Monday, September 26, 2016

Experiences Determine our Opinions

Preston Ball

Experiences Determine our Opinions
Loyola Students, as well as people in Baltimore are human beings whose opinions are formulated not by what we consider to be right and wrong, but by our past experiences and circumstances. But not only that, our opinions are also formed by the news we watch, and by the people we talk to. At Loyola, people, including myself love to talk about how we believe certain ideas because we are principled and our opinions align with what is “right” rather than what we call “wrong.” However, perhaps if I had grown up in Allentown, PA, like my mother, rather than in Raleigh, NC, my views would be completely different.
Last week, I went to Julian Zelizer’s talk titled, “Does the Political Establishment Matter Anymore,” where he argued that people should not just consider career politicians to be part of the political establishment, but that we also must consider the media a part of the political establishment also. Dr. Zelizer argued that whether we want to believe it or not, the media has an agenda, both on the national and local level, and that its agenda determines what news, people hear about and often what events people care about. As a result of going to Dr. Zelizer’s fantastic talk, I began to think about how, Loyola Students are affected by outside influences which cause us to believe in specific ideas.
One of the primary things I thought about after listening to Dr. Zelizer’s, was how is the Loyola Community affected by being in the city of Baltimore. The effects of Baltimore on Loyola are endless but I realized that the most important effect is that being in a city where many people are in poverty and one where there is a high crime rate, forces Loyola Students to volunteer and create programs to caringly and compassionately care for parts of the impoverished and suffering parts of Baltimore. Loyola’s widespread commitment to service certainly stems from its Jesuit principles but it is forced by the community which surround this school. It is my belief that Loyola, as a result better prepares its young men and women for life after college because of where it is located.
I noticed a similar conflict in Nathanial Hawthorne’s “Birthmark” as Aylmer asks his wife Georgiana about having her birthmark removed. Aylmer and Georgiana certainly differ in their opinions about the mark. The reason for their different opinions on man’s control of Nature, I believe is not because they are different genders but rather because they come from different backgrounds. On one hand, Georgiana comes from a background which places a significant value on how a person looks naturally and that a person’s body is made perfect by God. She believes that mankind should not alter nature to satisfy man’s preferences. On the other hand, I believe that Aylmer comes from a family which places let value on nature due to the fact that he believes nature can be altered, changed and even perfected by sciences of man. It is tempting to call Aylmer’s view of nature a “character flaw” but in reality it is a result of his past experiences which lead him do his current beliefs.

I am able to see now, that at Loyola and in this country today, we classify others, and at times ourselves too simplistically.
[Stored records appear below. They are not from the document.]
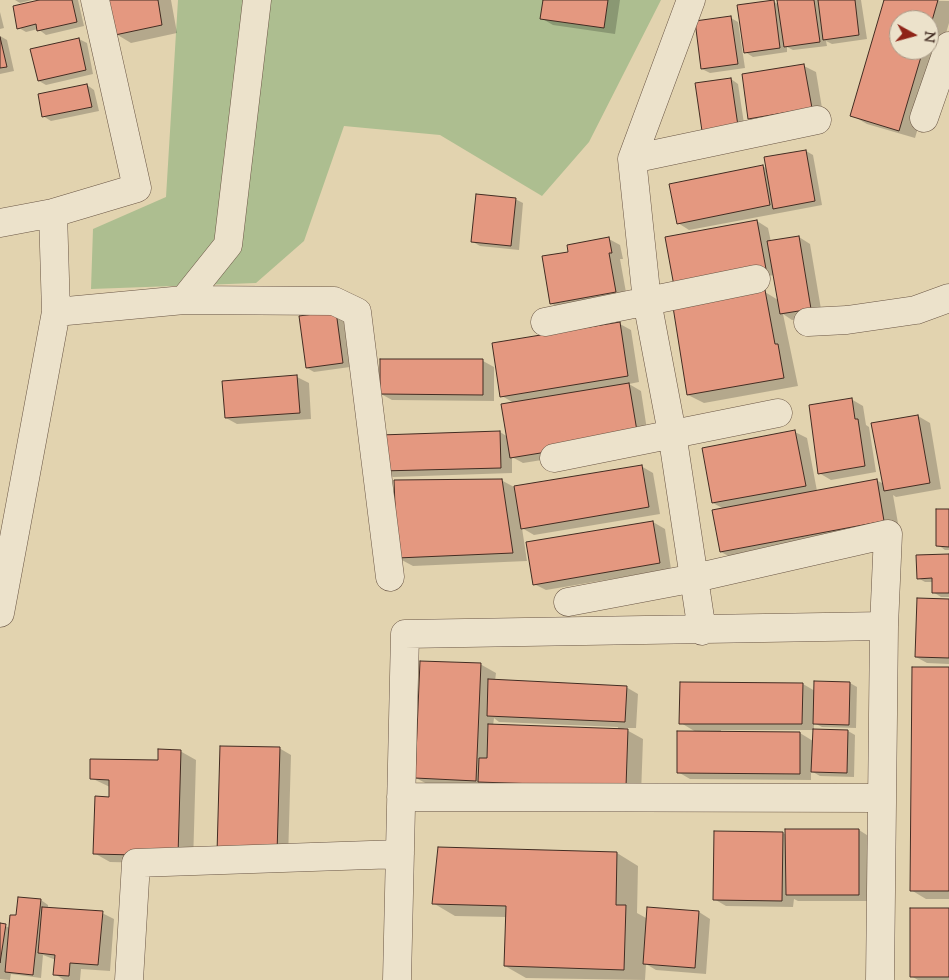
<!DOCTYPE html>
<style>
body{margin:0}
#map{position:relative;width:949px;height:980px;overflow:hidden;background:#e2d3af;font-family:"Sorts Mill Goudy",serif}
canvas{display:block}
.north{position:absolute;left:889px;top:10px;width:50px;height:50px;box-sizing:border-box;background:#ece2cb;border:1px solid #a89987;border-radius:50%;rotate:97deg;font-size:14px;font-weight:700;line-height:20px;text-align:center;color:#422c22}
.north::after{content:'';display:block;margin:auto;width:18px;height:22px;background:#8f2418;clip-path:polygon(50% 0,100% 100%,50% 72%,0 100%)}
</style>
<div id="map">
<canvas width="949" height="980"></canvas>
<div class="north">N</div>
</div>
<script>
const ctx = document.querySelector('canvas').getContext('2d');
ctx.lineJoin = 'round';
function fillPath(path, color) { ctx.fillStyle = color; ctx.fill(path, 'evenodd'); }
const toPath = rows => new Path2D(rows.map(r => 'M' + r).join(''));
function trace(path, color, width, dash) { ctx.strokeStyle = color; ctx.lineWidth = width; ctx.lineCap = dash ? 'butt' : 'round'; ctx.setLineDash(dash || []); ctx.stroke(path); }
const green = toPath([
 [178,0,661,0,589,142,542,196,440,135,344,126,304,241,256,283,91,289,93,229,166,197]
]);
const shadow = toPath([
 [15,0,32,0,20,3],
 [44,0,78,0,84,26,46,35,38,29,26,32,19,28],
 [108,0,171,0,177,33,131,43,116,34],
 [544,0,620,0,615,34,553,25,541,18],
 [779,0,861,0,867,39,832,44,826,41,827,46,793,50,787,47,787,52,753,57,745,52,773,1,779,5],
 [885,0,949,1,949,23,915,138,867,124,851,115],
 [899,20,929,20,929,50,899,50],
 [0,12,4,28,0,29],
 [731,18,738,22,745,68,710,73,702,69],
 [0,36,7,40,14,71,0,74],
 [79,39,87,43,93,74,46,85,39,81],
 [804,66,816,72,823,114,761,125,749,118],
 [731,79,738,84,745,130,710,135],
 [87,85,94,90,99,111,51,121,43,116],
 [806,151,813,155,822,205,689,230,678,223,762,166,768,169],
 [515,199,523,203,519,250,480,246,473,242],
 [757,221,768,228,771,242,799,237,810,244,822,315,792,320,783,314,798,386,704,403,688,395,765,292,778,300,774,275,687,292],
 [609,239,620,245,623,259,620,259,627,298,563,310,551,303,570,253],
 [343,316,350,367,314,372,307,368,300,317],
 [620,324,631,330,639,382,629,384,641,391,649,443,523,463,512,457,512,473,393,477,382,470,500,432,508,437,514,403,502,396],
 [483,361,494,367,494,401,392,400,381,394],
 [297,377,309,383,311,419,237,424,226,418,223,382],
 [851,399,863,406,866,425,869,427,876,472,831,480,819,473],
 [918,416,930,423,941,489,896,497,893,495,899,529,736,560,721,552,724,509,713,503,795,432,807,438,817,491,876,480,884,484],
 [641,466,653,473,660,514,534,535,522,528,527,561,413,566,398,558,501,480,514,487],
 [949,510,949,550,945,550,938,545],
 [653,522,665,529,671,569,546,590,534,584,527,543],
 [949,555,949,597,941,597,933,592,933,582,925,582,918,578],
 [949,601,949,664,927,663,916,657],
 [480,664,496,673,495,681,626,687,638,694,636,728,623,728,643,739,641,795,431,786,416,778],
 [494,718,499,722,618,727,618,730,493,726],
 [949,668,949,899,926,899,911,890],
 [850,683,857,687,856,728,822,727,814,723,814,730,848,731,855,735,854,777,820,776,811,771,811,780,690,779,678,772,696,732,681,723,803,684,815,691],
 [721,730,814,730,813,741,800,733,721,732],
 [279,748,291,755,288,860,230,859],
 [180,751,196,760,193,864,110,862,94,853,110,798,110,787,91,778,159,762],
 [859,830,870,837,871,901,798,901,794,899,793,907,726,906,714,899,783,833,787,835],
 [439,849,617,853,638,866,637,913,648,919,699,912,710,919,706,974,656,970,646,964,645,980,526,978,505,966,506,917,455,916,433,903],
 [41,900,48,905,48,908,102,913,114,919,110,971,81,969,80,980,64,980,55,974,56,960,43,955,41,978,11,974,10,980,0,979,0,924,10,928,18,916],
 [949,909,949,980,918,980,911,976]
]);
const building = toPath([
 [39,0,72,0,77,22,37,31,36,24,17,29,13,6,39,0],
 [107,0,158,0,162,25,115,35,107,0],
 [543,0,608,0,604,28,540,19,543,0],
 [774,0,780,48,744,53,737,5,774,0],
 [777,0,814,0,820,42,784,47,777,0],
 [818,0,855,0,859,35,823,40,818,0],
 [884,0,938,0,929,31,929,20,899,20,899,50,923,50,899,131,850,116,884,0],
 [731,16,738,64,701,69,695,21,731,16],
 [0,37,7,67,0,68,0,37],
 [79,38,86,70,38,81,30,49,79,38],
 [804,64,812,108,748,119,742,74,804,64],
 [731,78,738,126,702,131,695,83,731,78],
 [87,84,92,107,42,117,38,94,87,84],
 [806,150,815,201,773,209,764,157,806,150],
 [763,165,770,205,677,224,669,184,763,165],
 [476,194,516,198,511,246,471,242,476,194],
 [757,220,766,269,674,286,665,237,757,220],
 [799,236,811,309,780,314,767,241,799,236],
 [609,237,612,253,609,253,616,292,550,304,542,256,568,252,567,245,609,237],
 [765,290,775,344,778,344,784,378,687,395,673,307,765,290],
 [336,311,343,363,306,368,299,316,336,311],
 [620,322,628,376,500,397,492,343,620,322],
 [380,359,483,359,483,395,380,394,380,359],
 [297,375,300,413,225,418,222,381,297,375],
 [629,383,638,437,510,458,501,404,629,383],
 [852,398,855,419,858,419,865,466,818,474,809,405,852,398],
 [918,415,930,483,884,491,871,423,918,415],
 [795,430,806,486,712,503,702,448,795,430],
 [500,431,501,468,381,471,380,435,500,431],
 [642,465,649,507,521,529,514,486,642,465],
 [502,479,513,553,397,558,394,480,502,479],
 [877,479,884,521,720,552,712,510,877,479],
 [936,509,949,509,949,547,936,546,936,509],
 [653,521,660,563,533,585,526,542,653,521],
 [949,554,949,593,932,593,932,578,917,579,916,555,949,554],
 [917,598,949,599,949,658,915,657,917,598],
 [420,661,481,663,476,781,415,778,420,661],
 [912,667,949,667,949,891,910,891,912,667],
 [488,679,627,686,625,722,487,716,488,679],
 [814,681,850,682,849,725,813,724,814,681],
 [680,682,803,683,802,724,679,724,680,682],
 [488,724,628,729,626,787,478,782,479,758,487,758,488,724],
 [813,729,848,730,847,773,811,772,813,729],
 [677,731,800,732,800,774,677,773,677,731],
 [220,746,280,747,277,854,217,853,220,746],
 [158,749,181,750,178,856,93,854,95,796,109,797,109,780,90,779,90,759,158,760,158,749],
 [785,829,859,829,859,895,786,895,785,829],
 [714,831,783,832,782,901,713,900,714,831],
 [438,847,617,852,616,905,626,905,624,970,504,966,506,906,432,904,438,847],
 [18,897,41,899,33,975,5,972,10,915,16,915,18,897],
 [42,907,103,911,98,965,70,963,69,976,53,975,55,955,38,953,42,907],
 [647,907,699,911,695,968,643,964,647,907],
 [910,908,949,908,949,977,910,977,910,908],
 [0,923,6,924,0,963,0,923]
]);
const minor = toPath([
 [691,0,632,159,647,301,672,433,702,631],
 [924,118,949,46],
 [632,159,817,120],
 [53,213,56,312],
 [0,223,53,213,137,188,95,0],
 [184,300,334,301,357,312,390,577],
 [545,322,756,279],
 [808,322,847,320,916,310,949,298],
 [554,458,778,413],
 [568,602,695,578,888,534,884,626,880,980],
 [0,613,56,312,184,300,228,245,257,0],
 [401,797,882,798],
 [129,980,136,863,400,854],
 [397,980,405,634,884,626]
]);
fillPath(green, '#adbe90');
fillPath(shadow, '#0003');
fillPath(building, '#e49880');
trace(building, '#422c22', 1);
trace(minor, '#6a5645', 29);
trace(minor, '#ece2cb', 28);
</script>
We group people by race or by gender or by their socio-economic situation, but what people should do instead is view individuals, not as black or white, but instead as human beings with unique backgrounds and experiences which all together make up a single person. Everyone is created by their past experiences and at Loyola and in life we need to be careful not to oversimplify and person because in so doing we take away their humanity.